Toda a neura se intensifica dali em diante.
Mas é belíssimo. Eu tenho que dizer que é belíssimo, porque a trajetória de Sergio Y. a Sandra Yacoubian (onde ela se torna completa e feliz) é narrada em uma reconstrução digna que nos mostra a sua eterna busca por felicidade e por ser ela mesma. Com um pé lá no passado de seu avô e o livro de Angelus que o incentivou, tudo o que Sergio queria era ser feliz. Então ele foi a Nova York para morrer silenciosamente e deixar que Sandra vivesse. Quão poético é isso? Dr. Armando, com toda sua necessidade de descobrir a verdade e a sua participação em todo o caso de Sergio/Sandra, acaba em Nova York conversando com a terapeuta de Sandra Yacoubian na América, que lhe reafirma a sua participação no futuro de Sandra e a sua essencialidade para que ela pudesse ter sido feliz como o foi. Ela morreu de forma inconsequente, sem sentido, prematuramente. Mas viveu uma vida intensa e feliz. Talvez, como a mãe de Sandra garante ao psiquiatra no fim do livro, saber que a filha morrera quando estava tão feliz era muito mais reconfortante.
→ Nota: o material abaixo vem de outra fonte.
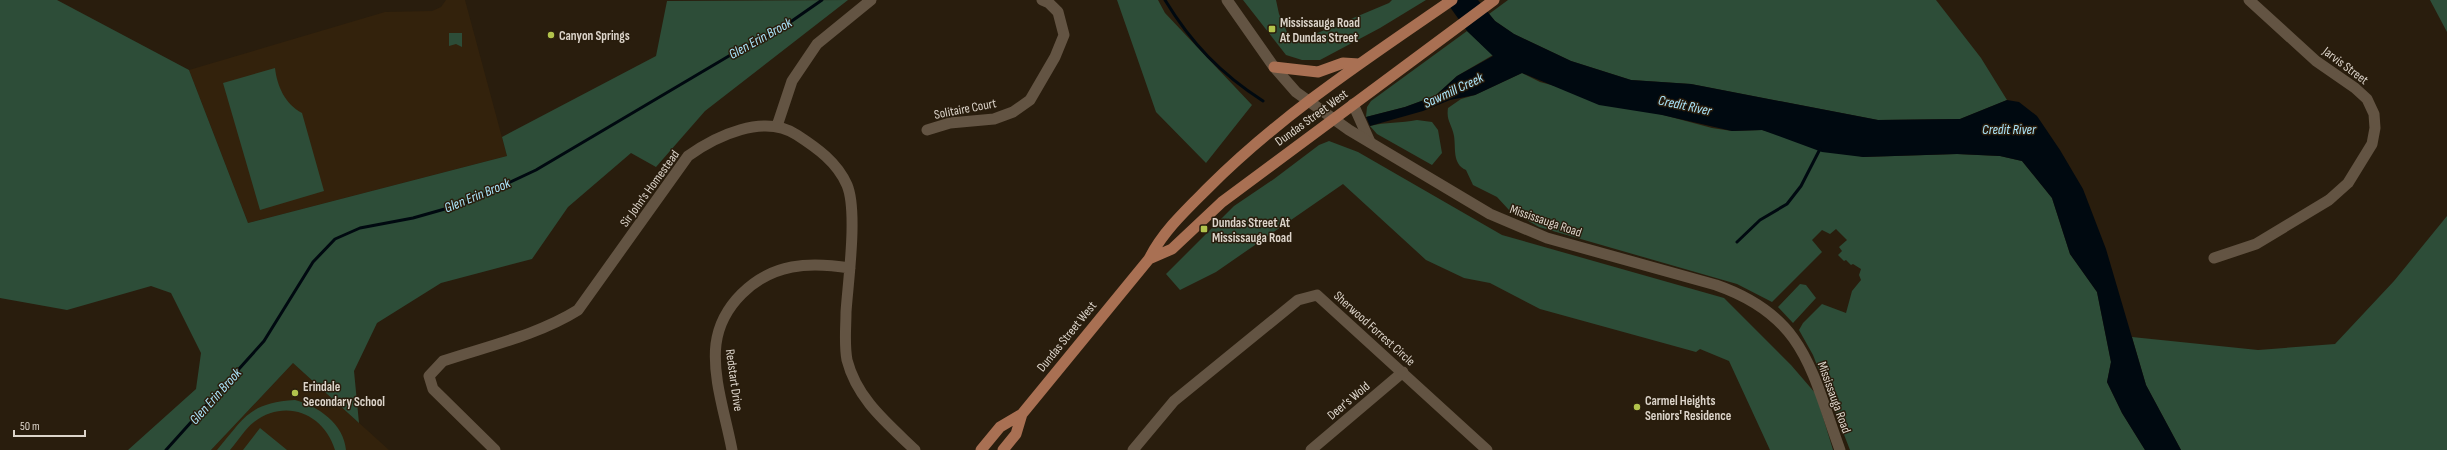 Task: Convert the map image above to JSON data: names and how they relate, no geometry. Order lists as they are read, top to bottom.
{
  "streets": {
    "main road": ["Dundas Street West"],
    "street": [
      "Jarvis Street",
      "Solitaire Court",
      "Sir John's Homestead",
      "Mississauga Road",
      "Sherwood Forrest Circle",
      "Redstart Drive",
      "Deer's Wold"
    ]
  },
  "crossings": [
    ["Dundas Street West", "Mississauga Road"],
    ["Sir John's Homestead", "Redstart Drive"],
    ["Sherwood Forrest Circle", "Deer's Wold"]
  ],
  "water": ["Glen Erin Brook", "Sawmill Creek", "Credit River"],
  "places": {
    "transit": ["Mississauga Road At Dundas Street", "Dundas Street At Mississauga Road"],
    "other": ["Canyon Springs", "Erindale Secondary School", "Carmel Heights Seniors' Residence"]
  },
  "scale_bar": "50 m"
} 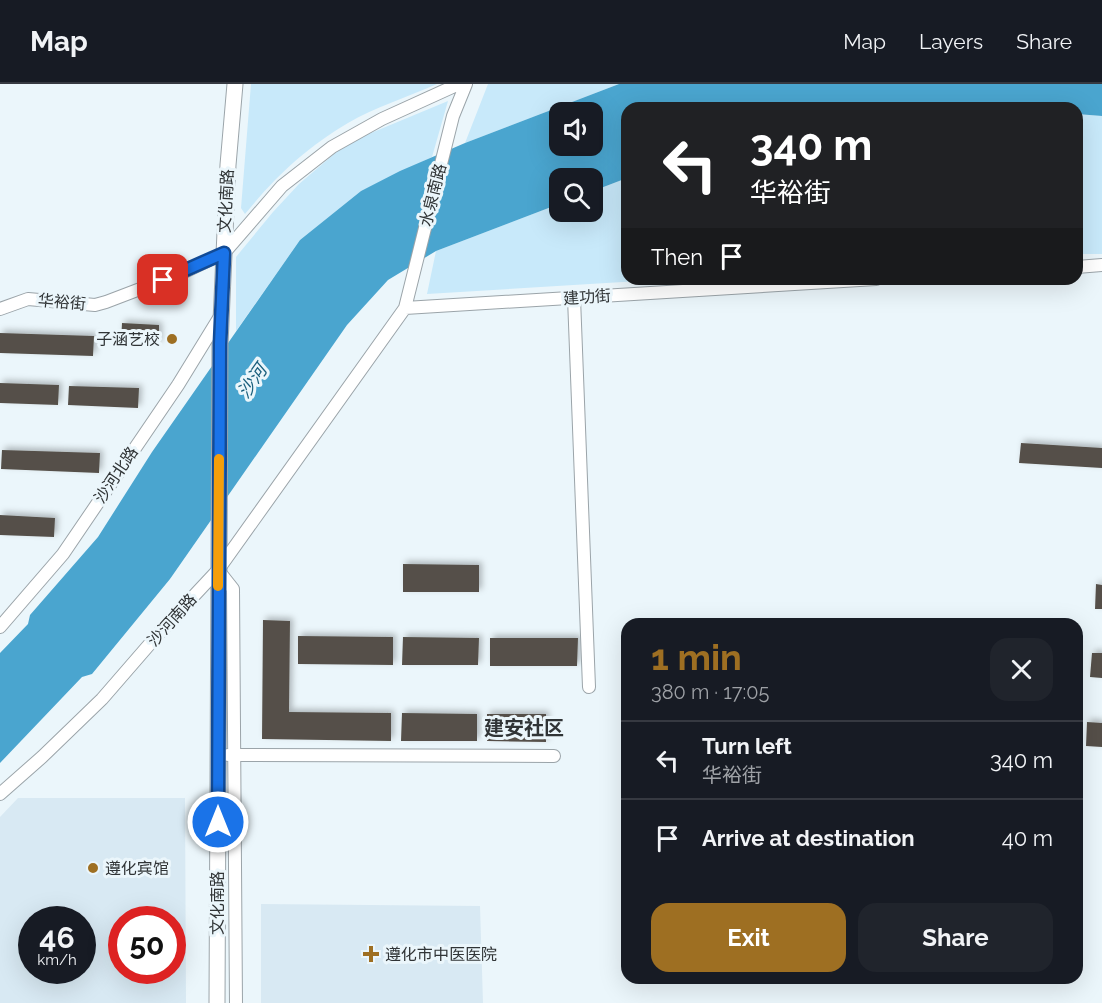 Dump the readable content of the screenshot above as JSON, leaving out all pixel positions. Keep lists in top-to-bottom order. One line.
{"streets":{"main road":["文化南路"],"street":["水泉南路","建功街","华裕街","沙河北路","沙河南路"]},"crossings":[["水泉南路","建功街"],["水泉南路","沙河南路"],["文化南路","华裕街"],["文化南路","沙河北路"],["文化南路","沙河南路"],["建功街","沙河南路"]],"districts":["建安社区"],"water":["沙河"],"places":{"other":["子涵艺校","遵化宾馆"],"health":["遵化市中医医院"]},"page":{"header":"Map","nav":["Map","Layers","Share"],"turn":["340 m","华裕街"],"then":"Then","heading":["1 min","380 m · 17:05"],"list":[{"name":"Turn left","note":"华裕街","value":"340 m"},{"name":"Arrive at destination","value":"40 m"}],"buttons":["Exit","Share"],"speed":"46 km/h","limit":"50"}}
Assim Armando encontra a paz também.
Porque saber que, independente de o que aconteceu e de ela ter morrido prematuramente, o que é algo extremamente triste, ela estava feliz. E isso é o que importa, a felicidade de ser o que você quer ser ou o que você realmente é. Pura e simplesmente. É isso o que Sandra quis e é isso o que Sandra conseguiu. Sorri nervosamente enquanto lia a entrevista de Laurie Clay, pensando na inevitabilidade da vida, no não-dito, no inconsciente. Doeu-me um pouco ler a entrevista do pai de Sergio, com toda sua dicotomia de falar do amor pelo filho e o ódio em paralelo, a vontade de arrancar as roupas do seu corpo quando lhe viu vestido de mulher pela primeira vez, mas o controle de não fazê-lo; a tranquilidade e a paz adquirida ao saber que o filho só foi para Nova York em busca de felicidade e a encontrou. Muito mais prazer me deu ler a entrevista de Tereza, a mãe de Sandra, e poder ver como ela via a filha, e ali, talvez pela primeira vez, eu sentia que não estava mais em busca de respostas sobre a morte de Sandra Yacoubian, ou reproduzindo seus passos em Nova York: eu estava a conhecendo como a garota feliz que ela era.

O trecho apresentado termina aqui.